Encore une fois, Saïed prouve au peuple qu’il est un homme de parole et d’honneur. En effet, il a maintes fois souligné qu’il respecterait toutes les échéances électorales. Maintenant, il apporte la preuve qu’il a honoré le serment qu’il a prêté le jour de son investiture, contrairement à d’autres hommes politiques qui n’ont fait que rouler les Tunisiens dans la farine. Mais ne nous voilons pas la face, les Tunisiens savent que les années à venir seront lourdes d’enjeux, mais aussi ouvertes à tous les possibles et que pour passer les trous d’air, il faut être au rendez-vous avec les urnes, faire preuve de plus de patriotisme pour barrer la route aux apprentis-sorciers qui affûtent leurs armes pour arriver au pouvoir et faire machine arrière.
Dommages collatéraux ?
Car la Tunisie est en pleine ébullition. Le pays est engagé dans un projet de transformation et de libération. Transformation d’un modèle basé sur la rente économique qui n’a profité pendant plus de soixante-dix ans qu’à quelques familles notoires, aux lobbies et aux contrebandiers et qui a creusé le lit des disparités sociales. Libération de la mainmise des puissances étrangères et de leurs bras financiers. Comme dans toute guerre, il y a une résistance au changement, il y a confrontation et il y aussi des dommages collatéraux. Pendant plus de dix ans, le démembrement de l’Etat a conduit à une perte de pouvoir qui a profité non seulement à une montée en puissance des corps de métiers mais a aussi lâché la bride à des revendications à outrance dans tous les secteurs. Or face à un Etat faible et dépossédé de ses pouvoirs, les gouvernements successifs depuis 2011 ont joué la carte de l’apaisement au nom du consensus. C’est ainsi qu’anges et diables ont barboté dans un bol de miel, laissant sur le bord de la route la classe moyenne, qui était le ciment de la cohésion, péricliter et tomber dans la misère, sans parler de ceux dont la souffrance n’a fait que s’accentuer. Pour renverser la vapeur et remettre à flot un pays aux caisses vides, il fallait imaginer un nouveau système plus juste, plus équitable et plus inclusif. Mais chaque dossier ouvert est un champ de mines : l’assainissement de l’administration, la lutte contre la corruption, la restauration du prestige de l’Etat, le combat contre l’ingérence étrangère, le traitement d’égal à égal, la réconciliation pénale, la révision de l’arsenal juridique pour le moderniser et l’adapter aux spécificités actuelles, l’établissement de la vérité sur les assassinats politiques, l’envoi des jeunes au jihad, la lutte contre les stupéfiants, etc.
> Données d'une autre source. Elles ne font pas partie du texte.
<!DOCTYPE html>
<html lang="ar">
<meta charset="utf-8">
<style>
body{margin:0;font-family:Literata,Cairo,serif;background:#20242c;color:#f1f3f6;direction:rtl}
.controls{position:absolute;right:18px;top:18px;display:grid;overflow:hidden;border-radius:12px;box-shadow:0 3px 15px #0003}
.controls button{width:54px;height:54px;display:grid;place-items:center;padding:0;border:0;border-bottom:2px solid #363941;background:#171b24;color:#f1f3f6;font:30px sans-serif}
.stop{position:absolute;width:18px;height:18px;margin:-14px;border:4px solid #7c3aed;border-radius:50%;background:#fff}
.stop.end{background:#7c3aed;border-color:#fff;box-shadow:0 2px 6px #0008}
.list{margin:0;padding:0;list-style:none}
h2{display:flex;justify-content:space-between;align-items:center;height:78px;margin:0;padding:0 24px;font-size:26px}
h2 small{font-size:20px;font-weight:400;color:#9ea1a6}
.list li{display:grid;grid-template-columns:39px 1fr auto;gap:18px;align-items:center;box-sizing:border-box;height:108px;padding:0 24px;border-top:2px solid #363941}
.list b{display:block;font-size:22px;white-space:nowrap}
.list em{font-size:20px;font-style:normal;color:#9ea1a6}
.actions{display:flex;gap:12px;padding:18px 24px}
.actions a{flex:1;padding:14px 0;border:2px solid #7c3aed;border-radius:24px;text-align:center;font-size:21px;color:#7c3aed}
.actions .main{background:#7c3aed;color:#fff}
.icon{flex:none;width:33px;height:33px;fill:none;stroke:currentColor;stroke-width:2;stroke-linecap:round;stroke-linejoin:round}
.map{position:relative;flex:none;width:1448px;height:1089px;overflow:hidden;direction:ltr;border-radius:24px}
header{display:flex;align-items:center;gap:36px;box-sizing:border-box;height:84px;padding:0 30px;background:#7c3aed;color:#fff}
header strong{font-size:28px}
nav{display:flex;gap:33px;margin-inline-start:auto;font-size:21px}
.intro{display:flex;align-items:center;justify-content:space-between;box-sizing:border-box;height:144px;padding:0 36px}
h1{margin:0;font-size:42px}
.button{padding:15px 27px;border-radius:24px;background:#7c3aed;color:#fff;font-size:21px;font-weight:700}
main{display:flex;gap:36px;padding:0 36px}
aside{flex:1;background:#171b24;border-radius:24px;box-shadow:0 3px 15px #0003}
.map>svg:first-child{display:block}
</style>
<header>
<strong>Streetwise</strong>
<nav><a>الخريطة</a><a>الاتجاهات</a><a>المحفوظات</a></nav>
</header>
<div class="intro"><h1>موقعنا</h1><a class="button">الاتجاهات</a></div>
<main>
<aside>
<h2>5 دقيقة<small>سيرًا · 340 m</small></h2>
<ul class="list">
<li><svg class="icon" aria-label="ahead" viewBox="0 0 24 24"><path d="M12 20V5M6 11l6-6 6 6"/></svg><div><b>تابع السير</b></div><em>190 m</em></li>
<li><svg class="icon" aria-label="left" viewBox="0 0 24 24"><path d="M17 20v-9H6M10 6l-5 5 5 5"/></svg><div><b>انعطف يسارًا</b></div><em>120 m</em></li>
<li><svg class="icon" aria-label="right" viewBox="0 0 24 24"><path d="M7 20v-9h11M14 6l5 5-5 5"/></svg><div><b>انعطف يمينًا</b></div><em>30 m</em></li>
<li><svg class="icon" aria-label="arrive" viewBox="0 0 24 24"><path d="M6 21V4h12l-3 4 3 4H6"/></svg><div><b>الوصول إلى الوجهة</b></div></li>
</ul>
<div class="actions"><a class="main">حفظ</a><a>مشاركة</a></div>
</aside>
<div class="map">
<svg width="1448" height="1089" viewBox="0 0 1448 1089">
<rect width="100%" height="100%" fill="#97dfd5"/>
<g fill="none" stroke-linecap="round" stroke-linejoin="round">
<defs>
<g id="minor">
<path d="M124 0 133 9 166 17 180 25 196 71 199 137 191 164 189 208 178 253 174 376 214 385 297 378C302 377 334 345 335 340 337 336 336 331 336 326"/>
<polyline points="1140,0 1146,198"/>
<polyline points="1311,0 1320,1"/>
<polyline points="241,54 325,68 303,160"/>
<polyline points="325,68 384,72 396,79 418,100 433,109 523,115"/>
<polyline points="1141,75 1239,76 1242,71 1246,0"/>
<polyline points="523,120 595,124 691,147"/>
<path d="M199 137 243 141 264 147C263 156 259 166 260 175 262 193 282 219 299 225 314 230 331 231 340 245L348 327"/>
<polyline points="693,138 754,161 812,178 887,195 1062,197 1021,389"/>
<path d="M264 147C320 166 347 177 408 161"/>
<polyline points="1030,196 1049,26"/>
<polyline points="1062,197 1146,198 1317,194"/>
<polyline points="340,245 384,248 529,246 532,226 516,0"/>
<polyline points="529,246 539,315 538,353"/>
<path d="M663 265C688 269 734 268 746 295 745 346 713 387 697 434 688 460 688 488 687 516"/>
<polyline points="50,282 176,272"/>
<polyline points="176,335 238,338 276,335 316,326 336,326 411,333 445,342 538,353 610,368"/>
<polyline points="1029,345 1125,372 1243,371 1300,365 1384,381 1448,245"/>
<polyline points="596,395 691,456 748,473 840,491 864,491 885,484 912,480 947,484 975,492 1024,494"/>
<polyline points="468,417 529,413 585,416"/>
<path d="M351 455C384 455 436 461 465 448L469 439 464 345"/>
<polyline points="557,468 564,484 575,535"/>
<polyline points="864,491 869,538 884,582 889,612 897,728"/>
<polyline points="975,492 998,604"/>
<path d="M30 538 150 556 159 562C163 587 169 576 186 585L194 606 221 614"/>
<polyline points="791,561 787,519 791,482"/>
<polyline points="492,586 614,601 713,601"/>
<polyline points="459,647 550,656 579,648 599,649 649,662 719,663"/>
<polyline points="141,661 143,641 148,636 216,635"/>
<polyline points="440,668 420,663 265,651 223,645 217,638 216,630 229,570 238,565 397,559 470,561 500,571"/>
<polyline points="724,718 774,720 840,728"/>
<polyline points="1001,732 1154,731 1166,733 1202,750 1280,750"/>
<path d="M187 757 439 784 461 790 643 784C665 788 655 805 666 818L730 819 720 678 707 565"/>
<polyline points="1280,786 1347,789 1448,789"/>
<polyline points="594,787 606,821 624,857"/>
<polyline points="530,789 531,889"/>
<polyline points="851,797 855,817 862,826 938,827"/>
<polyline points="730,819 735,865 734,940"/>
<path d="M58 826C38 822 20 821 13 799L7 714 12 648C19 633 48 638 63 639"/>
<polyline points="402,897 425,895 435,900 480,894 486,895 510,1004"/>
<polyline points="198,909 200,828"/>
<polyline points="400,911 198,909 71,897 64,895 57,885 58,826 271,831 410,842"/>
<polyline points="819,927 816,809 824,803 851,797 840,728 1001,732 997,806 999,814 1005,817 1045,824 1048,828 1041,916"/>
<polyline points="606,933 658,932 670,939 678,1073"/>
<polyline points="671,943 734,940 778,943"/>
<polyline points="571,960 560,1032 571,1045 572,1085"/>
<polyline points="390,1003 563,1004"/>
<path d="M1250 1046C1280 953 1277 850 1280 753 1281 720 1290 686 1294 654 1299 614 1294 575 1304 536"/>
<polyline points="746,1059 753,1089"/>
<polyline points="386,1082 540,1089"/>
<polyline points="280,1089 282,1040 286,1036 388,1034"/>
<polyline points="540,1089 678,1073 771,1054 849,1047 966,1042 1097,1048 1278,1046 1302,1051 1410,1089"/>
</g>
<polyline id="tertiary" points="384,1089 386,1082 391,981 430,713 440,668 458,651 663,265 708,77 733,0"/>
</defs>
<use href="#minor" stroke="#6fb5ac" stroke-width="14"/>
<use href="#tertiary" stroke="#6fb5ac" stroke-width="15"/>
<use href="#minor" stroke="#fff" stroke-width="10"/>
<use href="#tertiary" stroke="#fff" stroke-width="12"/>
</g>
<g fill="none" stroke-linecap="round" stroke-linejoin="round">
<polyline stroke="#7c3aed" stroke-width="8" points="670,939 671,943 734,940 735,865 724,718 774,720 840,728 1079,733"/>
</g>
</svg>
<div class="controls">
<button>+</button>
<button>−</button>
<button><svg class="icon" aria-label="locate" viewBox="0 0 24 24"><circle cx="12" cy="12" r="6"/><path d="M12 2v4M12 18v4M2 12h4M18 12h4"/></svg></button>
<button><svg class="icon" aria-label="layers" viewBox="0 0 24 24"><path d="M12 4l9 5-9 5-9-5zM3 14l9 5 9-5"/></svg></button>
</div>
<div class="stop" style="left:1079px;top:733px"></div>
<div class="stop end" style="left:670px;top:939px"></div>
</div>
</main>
N’oublions pas que Kaïs Saïed a été élu par trois millions de Tunisiens pour mettre en œuvre un nouveau projet sociétal pour le pays. C’est un nouveau système en rupture avec les anciennes pratiques et qui vient bouleverser le paysage politique et économique. Il est tout à fait normal que pour protéger leurs intérêts, des forces jadis disparates se rejoignent et se serrent les coudes, quitte à défier l’Etat et ses structures. Mais de là à essayer de faire imploser l’Etat de l’intérieur, à miner la société par les drogues, à casser la chaîne de l’approvisionnement en produits alimentaires, en médicaments pour faire monter la grogne au sein des couches sociales vulnérables, cela devient une question de sécurité nationale qui exige une reddition des comptes.
Certes, dans cette atmosphère de pugilat, il est difficile d’entendre la voix de la raison. Une fois l’orage passé, il faudra placer l’intérêt du pays au-dessus de tous les calculs étriqués. Mais maintenant que la course à l’échalote est lancée, n’oublions pas que nous vivons sous le même toit qui lorsqu’il s’effondre, personne n’en sortira indemne.